▸ Directions
In the data below, how many lines include the string "canvas"? Give only the number.

▸ Material supplied
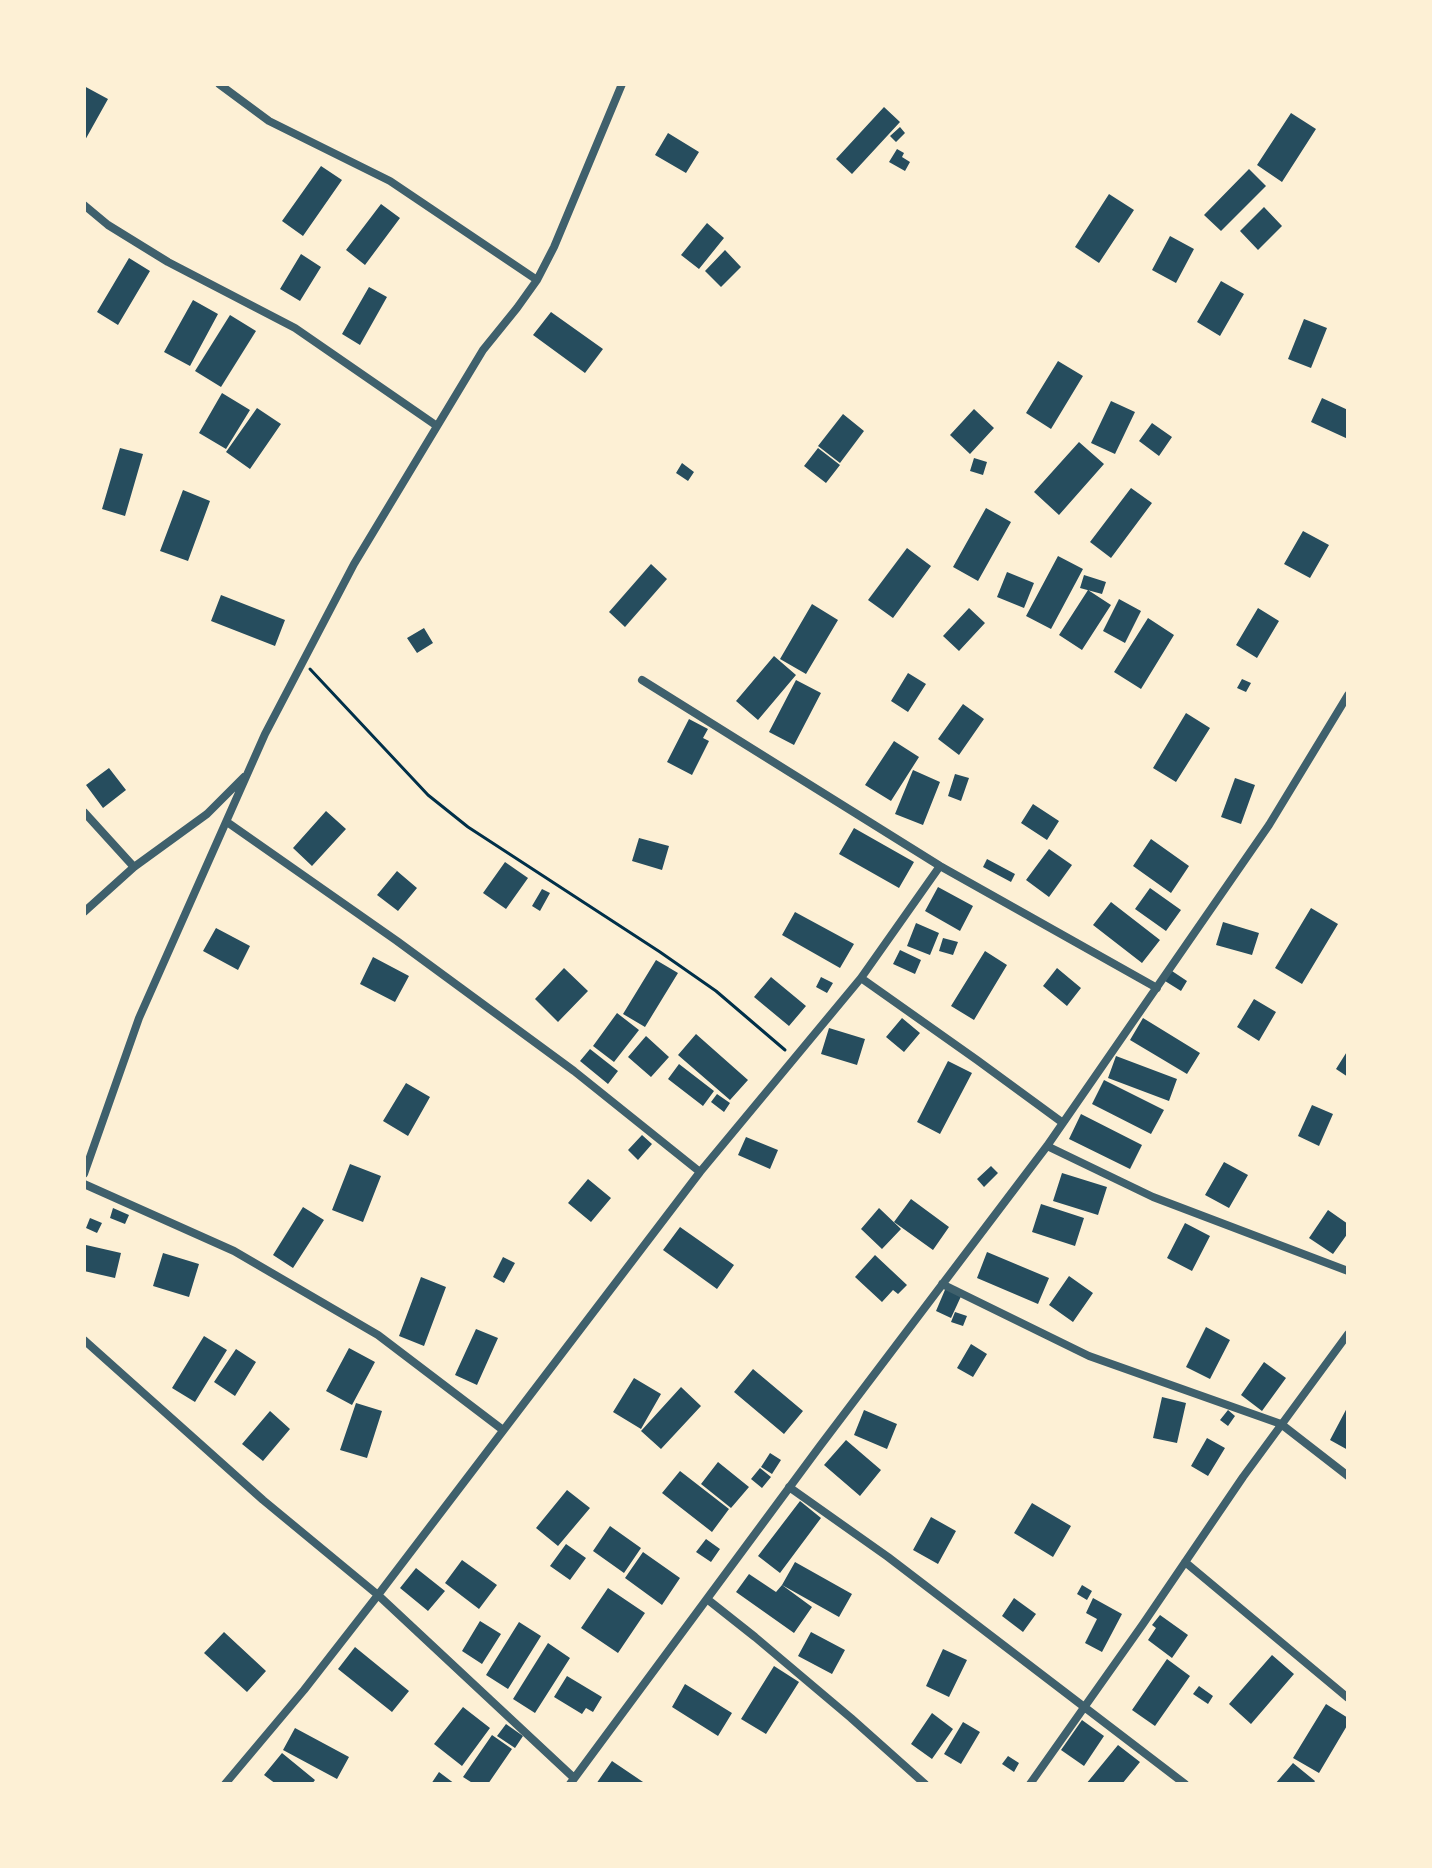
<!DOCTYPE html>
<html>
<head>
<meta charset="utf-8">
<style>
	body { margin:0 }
	#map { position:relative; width:1432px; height:1868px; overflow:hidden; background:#fdf0d5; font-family:"Asap Condensed",sans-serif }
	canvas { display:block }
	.frame { position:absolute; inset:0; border:86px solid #fdf0d5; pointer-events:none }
</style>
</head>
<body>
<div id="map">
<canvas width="1432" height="1868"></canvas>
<div class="frame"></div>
</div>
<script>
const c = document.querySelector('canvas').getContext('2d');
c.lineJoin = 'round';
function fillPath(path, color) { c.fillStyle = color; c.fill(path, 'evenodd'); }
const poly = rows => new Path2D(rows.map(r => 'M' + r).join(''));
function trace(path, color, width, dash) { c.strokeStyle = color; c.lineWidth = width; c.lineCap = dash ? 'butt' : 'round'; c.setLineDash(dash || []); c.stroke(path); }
fillPath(poly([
	[84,86,108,99,84,142],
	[884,107,900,122,852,174,836,159],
	[1291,113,1316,129,1282,182,1257,165],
	[900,127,905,133,896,142,890,136],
	[668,133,699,152,686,173,655,155],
	[897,149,904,153,902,157,910,162,905,171,889,162],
	[321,166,342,180,303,236,282,221],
	[1249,169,1266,186,1221,231,1204,215],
	[1109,194,1134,210,1099,263,1075,247],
	[381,204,400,218,365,265,346,250],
	[1264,207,1282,226,1258,250,1240,231],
	[707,223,724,238,699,269,681,255],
	[1170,236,1194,249,1176,283,1152,270],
	[725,250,741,267,721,287,705,271],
	[301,254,321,267,300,301,280,289],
	[129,258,150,271,118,325,97,312],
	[1221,281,1244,294,1220,336,1197,322],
	[369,287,387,297,360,345,342,334],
	[193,300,218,314,190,366,164,352],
	[551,312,603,349,585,373,533,335],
	[230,315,256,331,221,387,195,371],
	[1304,319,1327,328,1311,368,1288,359],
	[1058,361,1083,376,1051,429,1026,413],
	[222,393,250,410,226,449,199,433],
	[1322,398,1348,410,1348,439,1311,422],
	[1111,401,1135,412,1115,454,1091,443],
	[257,408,281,424,250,469,226,452],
	[974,409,994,428,970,454,950,435],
	[843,414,864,431,840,463,818,446],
	[1152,423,1172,437,1159,456,1139,441],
	[1079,442,1104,464,1059,515,1034,492],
	[120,448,143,454,125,516,102,509],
	[818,448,840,465,826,483,804,466],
	[974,458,987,462,983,475,970,471],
	[682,463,694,472,688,481,676,473],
	[1131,488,1152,503,1111,558,1090,542],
	[183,490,210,501,188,561,160,551],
	[986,508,1011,522,978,581,953,567],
	[1303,531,1329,545,1310,578,1284,564],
	[907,548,931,566,893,618,868,600],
	[1058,556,1083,569,1051,629,1026,616],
	[651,564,667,579,625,627,609,612],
	[1007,572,1034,583,1024,608,997,597],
	[1084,575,1106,582,1102,594,1080,588],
	[1088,590,1111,605,1082,650,1059,635],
	[221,595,285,620,275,646,211,621],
	[1119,599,1141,611,1125,643,1103,631],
	[812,604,838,620,806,674,780,659],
	[969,608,985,623,959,651,943,636],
	[1258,608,1279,621,1257,658,1236,645],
	[1148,618,1174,635,1141,689,1114,672],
	[424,628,433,643,417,653,407,638],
	[774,656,796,675,758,720,736,701],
	[908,673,926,684,908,712,891,701],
	[1242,679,1251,683,1246,692,1237,688],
	[796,680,821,693,794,745,769,732],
	[963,704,984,719,959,755,938,739],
	[1186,713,1210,728,1176,782,1153,768],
	[689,719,708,729,703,738,709,741,692,775,667,762],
	[894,741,919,757,891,801,865,785],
	[109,768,126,790,103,808,86,785],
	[913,770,940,782,923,825,895,814],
	[955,774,969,778,961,801,948,796],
	[1235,778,1255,785,1241,824,1221,817],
	[1033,804,1059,821,1047,840,1021,823],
	[326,811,346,829,312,866,293,848],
	[854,828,914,862,899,888,839,854],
	[639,838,669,846,662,870,632,861],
	[1151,839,1189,866,1171,893,1133,866],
	[1049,849,1072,865,1049,897,1026,880],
	[987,859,1015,874,1011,882,983,867],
	[505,862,528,878,506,909,483,893],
	[397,871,417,888,398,911,377,895],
	[938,887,973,906,960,931,925,911],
	[1150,888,1181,910,1166,931,1135,909],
	[542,889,550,893,540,911,532,906],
	[1111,902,1160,940,1142,963,1093,925],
	[1311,908,1338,924,1302,984,1275,968],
	[795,912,854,944,840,968,782,935],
	[1223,922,1259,933,1252,955,1216,945],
	[916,923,939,933,930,955,907,946],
	[216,928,250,946,238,970,203,951],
	[943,938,958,942,953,955,939,951],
	[900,950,921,960,915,974,893,964],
	[985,951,1007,965,974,1020,951,1006],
	[373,957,409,976,395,1002,360,984],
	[656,960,678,973,645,1027,623,1014],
	[564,968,588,991,558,1022,535,999],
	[1057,968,1081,988,1067,1006,1043,986],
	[1172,971,1187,981,1181,991,1165,981],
	[771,977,806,1006,789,1026,754,997],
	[821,977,833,983,827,993,816,987],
	[1254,999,1276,1012,1259,1041,1237,1027],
	[617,1013,639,1030,614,1062,593,1046],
	[902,1018,920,1033,904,1052,886,1037],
	[1143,1018,1200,1053,1187,1074,1130,1040],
	[829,1028,865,1039,857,1065,821,1054],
	[696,1034,748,1080,730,1100,678,1055],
	[646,1036,669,1057,651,1077,628,1057],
	[590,1049,618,1071,608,1084,580,1061],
	[1348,1050,1348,1077,1336,1069],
	[1116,1056,1177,1079,1169,1101,1108,1078],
	[948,1061,972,1073,940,1134,917,1122],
	[679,1064,714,1091,703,1106,668,1079],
	[1104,1080,1164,1110,1151,1134,1092,1104],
	[406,1083,430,1097,408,1136,383,1121],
	[717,1094,730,1103,724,1112,711,1102],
	[1312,1105,1333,1114,1319,1146,1298,1136],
	[1081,1114,1142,1145,1130,1169,1069,1139],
	[642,1135,652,1144,638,1160,628,1150],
	[746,1137,778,1150,770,1169,738,1155],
	[1224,1162,1248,1175,1229,1208,1205,1195],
	[350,1164,381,1176,363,1222,332,1210],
	[991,1166,998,1173,984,1187,977,1179],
	[1062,1173,1107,1187,1098,1215,1053,1201],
	[588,1179,611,1198,591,1222,568,1203],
	[911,1199,949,1227,933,1250,894,1222],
	[1041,1204,1084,1218,1075,1246,1032,1232],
	[303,1207,324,1220,293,1268,273,1255],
	[113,1208,129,1215,125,1224,110,1218],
	[879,1208,901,1229,882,1249,861,1229],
	[1328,1210,1348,1224,1348,1233,1333,1254,1309,1238],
	[90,1218,102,1223,97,1233,86,1228],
	[1185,1223,1210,1236,1192,1271,1167,1258],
	[680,1227,734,1265,717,1289,663,1250],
	[86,1245,121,1253,115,1278,84,1271],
	[987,1252,1049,1278,1038,1304,977,1278],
	[163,1253,199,1264,189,1297,153,1286],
	[875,1255,907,1285,898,1294,893,1290,882,1302,855,1277],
	[503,1257,515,1263,504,1283,493,1277],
	[1069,1276,1093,1293,1073,1322,1049,1305],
	[421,1277,446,1287,424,1346,399,1336],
	[947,1285,963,1292,951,1318,936,1311],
	[955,1312,967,1316,963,1326,951,1322],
	[1206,1327,1230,1340,1210,1379,1186,1367],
	[476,1329,498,1338,477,1385,455,1375],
	[204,1336,227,1350,195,1402,172,1388],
	[971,1344,987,1354,973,1377,957,1368],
	[349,1348,375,1362,352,1405,326,1391],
	[236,1349,256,1362,235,1396,214,1382],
	[1264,1362,1286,1378,1262,1411,1241,1395],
	[753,1369,803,1411,784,1434,734,1392],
	[634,1378,661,1394,641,1429,613,1412],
	[681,1387,701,1406,661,1449,641,1431],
	[1162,1397,1186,1403,1177,1443,1153,1438],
	[356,1403,382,1411,367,1458,340,1450],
	[1348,1406,1348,1450,1330,1440],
	[864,1410,897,1424,887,1449,854,1435],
	[1228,1410,1235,1416,1228,1426,1220,1420],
	[270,1411,290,1429,263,1461,242,1444],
	[1207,1438,1225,1448,1208,1476,1191,1466],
	[846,1440,881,1470,860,1496,824,1465],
	[770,1453,781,1460,772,1474,761,1467],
	[718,1462,749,1487,731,1508,701,1484],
	[760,1468,771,1477,762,1488,751,1479],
	[680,1471,729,1509,712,1532,662,1493],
	[567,1490,590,1508,558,1546,536,1528],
	[800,1501,821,1518,780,1573,758,1556],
	[1032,1503,1071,1526,1053,1557,1014,1533],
	[931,1517,956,1531,938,1564,913,1550],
	[610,1526,641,1548,624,1573,593,1551],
	[706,1539,720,1549,711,1562,696,1552],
	[566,1544,586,1558,570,1580,550,1566],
	[643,1552,680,1578,662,1605,625,1578],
	[462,1560,497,1585,479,1609,445,1583],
	[795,1562,852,1594,839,1617,782,1585],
	[416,1568,445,1591,428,1611,400,1588],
	[749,1574,776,1592,782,1585,812,1607,794,1633,736,1592],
	[1082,1585,1092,1591,1087,1600,1077,1594],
	[608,1588,645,1613,618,1653,581,1628],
	[1014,1598,1036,1614,1023,1632,1002,1616],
	[1093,1598,1122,1614,1102,1652,1085,1643,1097,1619,1086,1613],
	[1160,1615,1188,1635,1172,1658,1148,1640,1156,1628,1152,1625],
	[480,1621,501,1634,482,1664,462,1651],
	[519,1622,541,1636,508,1689,486,1675],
	[224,1632,266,1671,247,1692,204,1653],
	[811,1632,845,1650,832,1674,798,1656],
	[548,1643,570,1658,535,1713,513,1699],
	[355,1647,409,1691,392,1712,338,1669],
	[943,1649,967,1660,949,1697,926,1686],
	[1272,1655,1294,1674,1251,1724,1229,1704],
	[1167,1659,1190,1676,1155,1726,1132,1710],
	[774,1666,799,1682,766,1734,741,1719],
	[567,1676,602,1697,593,1712,586,1708,582,1714,554,1697],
	[685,1684,732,1713,718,1736,672,1707],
	[1199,1686,1213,1696,1208,1704,1193,1694],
	[1326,1704,1348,1718,1348,1724,1319,1773,1293,1758],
	[463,1707,490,1728,462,1766,434,1744],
	[932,1713,953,1729,932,1759,911,1744],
	[1082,1720,1104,1736,1084,1766,1061,1750],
	[963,1722,980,1732,961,1764,944,1754],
	[506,1724,523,1736,515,1748,497,1736],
	[295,1728,349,1757,337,1779,283,1750],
	[492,1735,512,1749,488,1784,474,1784,463,1777],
	[1118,1745,1140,1762,1122,1784,1086,1784],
	[282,1753,315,1780,312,1784,276,1784,264,1775],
	[1008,1756,1019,1763,1014,1772,1002,1764],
	[612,1761,646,1784,596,1784],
	[1293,1763,1315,1781,1313,1784,1275,1784],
	[439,1772,455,1784,431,1784]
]), '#264d5e');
trace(poly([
	[310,669,428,795,468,827,660,952,716,991,785,1050]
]), '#003049', 3);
trace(poly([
	[219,84,269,121,390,181,537,280],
	[84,205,108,225,168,262,295,328,437,426],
	[642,680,940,866,1157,988],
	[84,812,134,867],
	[227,822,397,941,574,1071,700,1172],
	[84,912,134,867,207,814,244,777],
	[861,978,977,1060,1063,1123],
	[1047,1146,1153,1197,1348,1271],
	[84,1174,139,1018,265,734,354,564,483,350,517,308,537,280,554,247,622,84],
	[84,1184,234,1251,378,1335,503,1430],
	[942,1284,1089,1356,1281,1424,1348,1476],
	[84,1340,263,1500,378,1595,574,1778],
	[789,1487,888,1557,1185,1784],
	[1185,1562,1348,1698],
	[707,1599,755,1637,851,1718,925,1784],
	[225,1784,304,1690,378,1595,700,1172,861,978,940,866],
	[570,1784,820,1446,1047,1146,1269,825,1348,695],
	[1030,1784,1143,1624,1243,1477,1348,1334]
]), '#3f606c', 8);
</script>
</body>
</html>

▸ Result
3